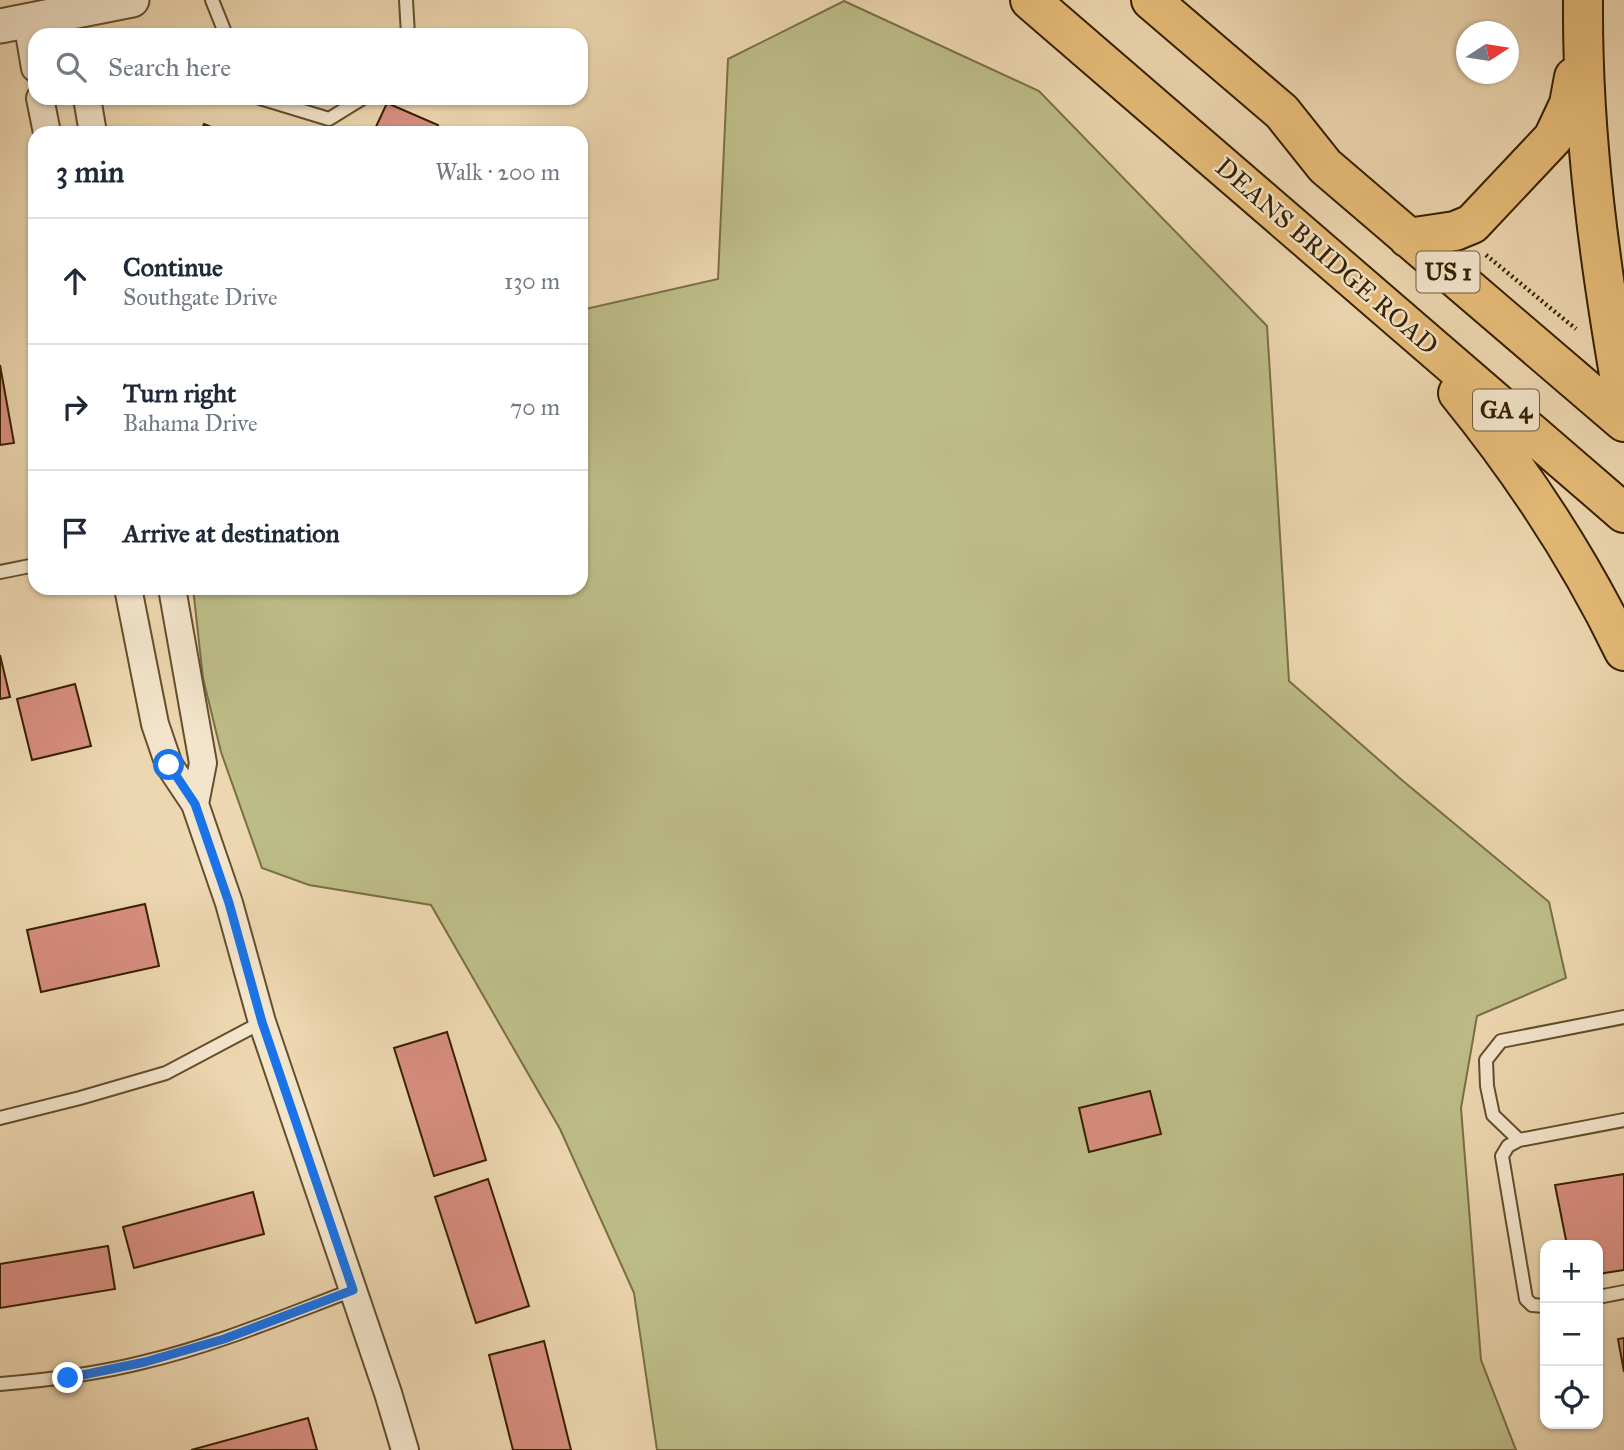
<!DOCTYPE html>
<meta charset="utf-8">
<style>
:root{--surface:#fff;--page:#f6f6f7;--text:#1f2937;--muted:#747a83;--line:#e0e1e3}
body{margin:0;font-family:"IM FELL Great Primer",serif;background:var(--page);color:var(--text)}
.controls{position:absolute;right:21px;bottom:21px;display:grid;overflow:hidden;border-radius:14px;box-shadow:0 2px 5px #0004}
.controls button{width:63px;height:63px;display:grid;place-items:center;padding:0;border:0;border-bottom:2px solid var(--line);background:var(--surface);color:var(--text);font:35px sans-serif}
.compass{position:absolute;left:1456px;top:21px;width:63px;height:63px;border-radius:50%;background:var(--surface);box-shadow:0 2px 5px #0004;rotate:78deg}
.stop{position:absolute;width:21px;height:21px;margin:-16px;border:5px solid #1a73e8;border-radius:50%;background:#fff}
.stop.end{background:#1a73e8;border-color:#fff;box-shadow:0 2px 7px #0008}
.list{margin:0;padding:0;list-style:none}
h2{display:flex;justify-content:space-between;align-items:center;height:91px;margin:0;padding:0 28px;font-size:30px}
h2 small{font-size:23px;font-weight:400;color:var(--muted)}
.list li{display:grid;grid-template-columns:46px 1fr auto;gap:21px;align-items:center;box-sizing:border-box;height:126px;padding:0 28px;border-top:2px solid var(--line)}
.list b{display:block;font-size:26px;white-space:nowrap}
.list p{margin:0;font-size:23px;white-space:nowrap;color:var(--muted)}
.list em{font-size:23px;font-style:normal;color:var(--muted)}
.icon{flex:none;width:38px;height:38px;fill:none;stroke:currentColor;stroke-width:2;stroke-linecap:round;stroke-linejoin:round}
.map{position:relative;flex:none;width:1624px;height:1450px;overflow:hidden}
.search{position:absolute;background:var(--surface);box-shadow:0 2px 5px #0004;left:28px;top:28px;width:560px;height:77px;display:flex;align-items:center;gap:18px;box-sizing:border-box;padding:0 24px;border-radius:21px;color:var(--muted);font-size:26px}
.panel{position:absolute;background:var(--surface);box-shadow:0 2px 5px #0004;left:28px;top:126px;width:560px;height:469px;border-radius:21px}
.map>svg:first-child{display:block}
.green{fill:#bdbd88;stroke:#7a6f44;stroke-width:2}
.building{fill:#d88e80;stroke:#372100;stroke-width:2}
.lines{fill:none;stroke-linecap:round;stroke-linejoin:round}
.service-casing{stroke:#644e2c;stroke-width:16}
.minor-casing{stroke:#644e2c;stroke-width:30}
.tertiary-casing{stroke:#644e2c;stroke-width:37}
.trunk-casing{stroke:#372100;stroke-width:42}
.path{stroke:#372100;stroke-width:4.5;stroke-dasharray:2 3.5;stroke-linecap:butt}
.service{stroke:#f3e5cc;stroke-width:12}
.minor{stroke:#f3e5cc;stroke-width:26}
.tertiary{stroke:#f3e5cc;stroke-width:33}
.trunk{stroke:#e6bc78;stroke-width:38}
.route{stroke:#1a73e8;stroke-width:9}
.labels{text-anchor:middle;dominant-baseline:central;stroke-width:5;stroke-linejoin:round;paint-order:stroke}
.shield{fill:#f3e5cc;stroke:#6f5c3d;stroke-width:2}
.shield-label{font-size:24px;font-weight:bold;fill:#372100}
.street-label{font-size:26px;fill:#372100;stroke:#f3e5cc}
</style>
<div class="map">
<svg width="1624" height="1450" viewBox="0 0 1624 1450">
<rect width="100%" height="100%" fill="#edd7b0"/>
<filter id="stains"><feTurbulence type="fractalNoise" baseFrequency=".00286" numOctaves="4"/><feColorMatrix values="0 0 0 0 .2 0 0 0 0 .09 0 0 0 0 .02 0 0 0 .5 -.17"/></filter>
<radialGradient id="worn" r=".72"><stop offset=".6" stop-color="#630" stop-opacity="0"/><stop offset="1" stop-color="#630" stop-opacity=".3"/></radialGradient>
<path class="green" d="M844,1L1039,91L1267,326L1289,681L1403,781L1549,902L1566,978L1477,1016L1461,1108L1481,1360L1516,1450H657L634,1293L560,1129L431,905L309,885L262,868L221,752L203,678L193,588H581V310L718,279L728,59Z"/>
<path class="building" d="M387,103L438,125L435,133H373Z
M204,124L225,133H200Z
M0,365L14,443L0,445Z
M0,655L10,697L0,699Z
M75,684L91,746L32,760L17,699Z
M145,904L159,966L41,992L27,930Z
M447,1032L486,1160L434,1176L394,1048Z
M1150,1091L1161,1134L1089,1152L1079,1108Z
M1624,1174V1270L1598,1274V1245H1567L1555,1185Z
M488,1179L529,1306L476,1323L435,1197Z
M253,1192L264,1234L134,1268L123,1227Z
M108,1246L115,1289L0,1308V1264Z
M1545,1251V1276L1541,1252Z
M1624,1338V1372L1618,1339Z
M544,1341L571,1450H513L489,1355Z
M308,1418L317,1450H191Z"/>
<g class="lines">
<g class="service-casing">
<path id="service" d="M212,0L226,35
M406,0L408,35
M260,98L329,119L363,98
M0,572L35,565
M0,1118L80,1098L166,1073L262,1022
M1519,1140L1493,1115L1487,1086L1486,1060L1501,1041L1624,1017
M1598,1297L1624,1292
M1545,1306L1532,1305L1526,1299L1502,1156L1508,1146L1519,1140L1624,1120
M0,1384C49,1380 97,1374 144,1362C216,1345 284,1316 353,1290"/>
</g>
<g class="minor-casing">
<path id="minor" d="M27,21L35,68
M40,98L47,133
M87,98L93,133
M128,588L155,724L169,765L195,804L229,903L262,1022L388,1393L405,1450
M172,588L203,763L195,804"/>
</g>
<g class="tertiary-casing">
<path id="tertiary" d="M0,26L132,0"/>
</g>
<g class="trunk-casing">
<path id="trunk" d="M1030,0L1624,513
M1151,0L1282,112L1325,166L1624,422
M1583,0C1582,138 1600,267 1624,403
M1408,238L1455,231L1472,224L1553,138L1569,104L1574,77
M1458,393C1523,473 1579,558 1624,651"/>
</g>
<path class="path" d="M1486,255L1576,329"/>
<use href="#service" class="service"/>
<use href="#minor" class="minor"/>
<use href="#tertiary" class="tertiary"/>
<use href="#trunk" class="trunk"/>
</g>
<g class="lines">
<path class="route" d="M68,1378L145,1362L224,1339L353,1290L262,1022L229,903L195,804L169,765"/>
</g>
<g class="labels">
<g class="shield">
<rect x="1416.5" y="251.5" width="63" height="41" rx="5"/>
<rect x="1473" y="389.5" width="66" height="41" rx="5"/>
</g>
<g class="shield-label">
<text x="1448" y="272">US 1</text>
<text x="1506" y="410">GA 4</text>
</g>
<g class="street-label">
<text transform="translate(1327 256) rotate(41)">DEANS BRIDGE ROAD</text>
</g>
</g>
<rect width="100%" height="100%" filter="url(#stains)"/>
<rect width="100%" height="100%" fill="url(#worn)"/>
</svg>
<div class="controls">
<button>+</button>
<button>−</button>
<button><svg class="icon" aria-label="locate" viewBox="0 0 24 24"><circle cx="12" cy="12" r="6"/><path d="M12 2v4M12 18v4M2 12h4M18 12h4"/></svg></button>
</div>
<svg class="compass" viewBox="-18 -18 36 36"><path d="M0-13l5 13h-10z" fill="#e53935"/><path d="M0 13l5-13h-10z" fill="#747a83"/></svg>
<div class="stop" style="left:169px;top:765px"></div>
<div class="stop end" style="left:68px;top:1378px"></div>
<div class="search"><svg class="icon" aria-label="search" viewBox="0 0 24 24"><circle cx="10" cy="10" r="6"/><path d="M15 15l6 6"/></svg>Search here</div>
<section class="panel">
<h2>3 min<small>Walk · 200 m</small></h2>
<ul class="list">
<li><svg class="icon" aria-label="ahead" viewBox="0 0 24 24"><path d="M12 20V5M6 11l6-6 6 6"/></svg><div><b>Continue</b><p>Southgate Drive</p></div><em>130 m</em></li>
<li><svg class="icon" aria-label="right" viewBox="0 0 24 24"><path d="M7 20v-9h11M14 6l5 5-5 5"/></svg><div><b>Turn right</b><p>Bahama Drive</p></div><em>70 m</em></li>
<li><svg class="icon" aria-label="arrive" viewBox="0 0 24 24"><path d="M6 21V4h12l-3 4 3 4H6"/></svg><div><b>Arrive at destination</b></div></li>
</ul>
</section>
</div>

__Exercise goal__
Copy all the lines above that hold the string "controls".

__Exercise output__
.controls{position:absolute;right:21px;bottom:21px;display:grid;overflow:hidden;border-radius:14px;box-shadow:0 2px 5px #0004}
.controls button{width:63px;height:63px;display:grid;place-items:center;padding:0;border:0;border-bottom:2px solid var(--line);background:var(--surface);color:var(--text);font:35px sans-serif}
<div class="controls">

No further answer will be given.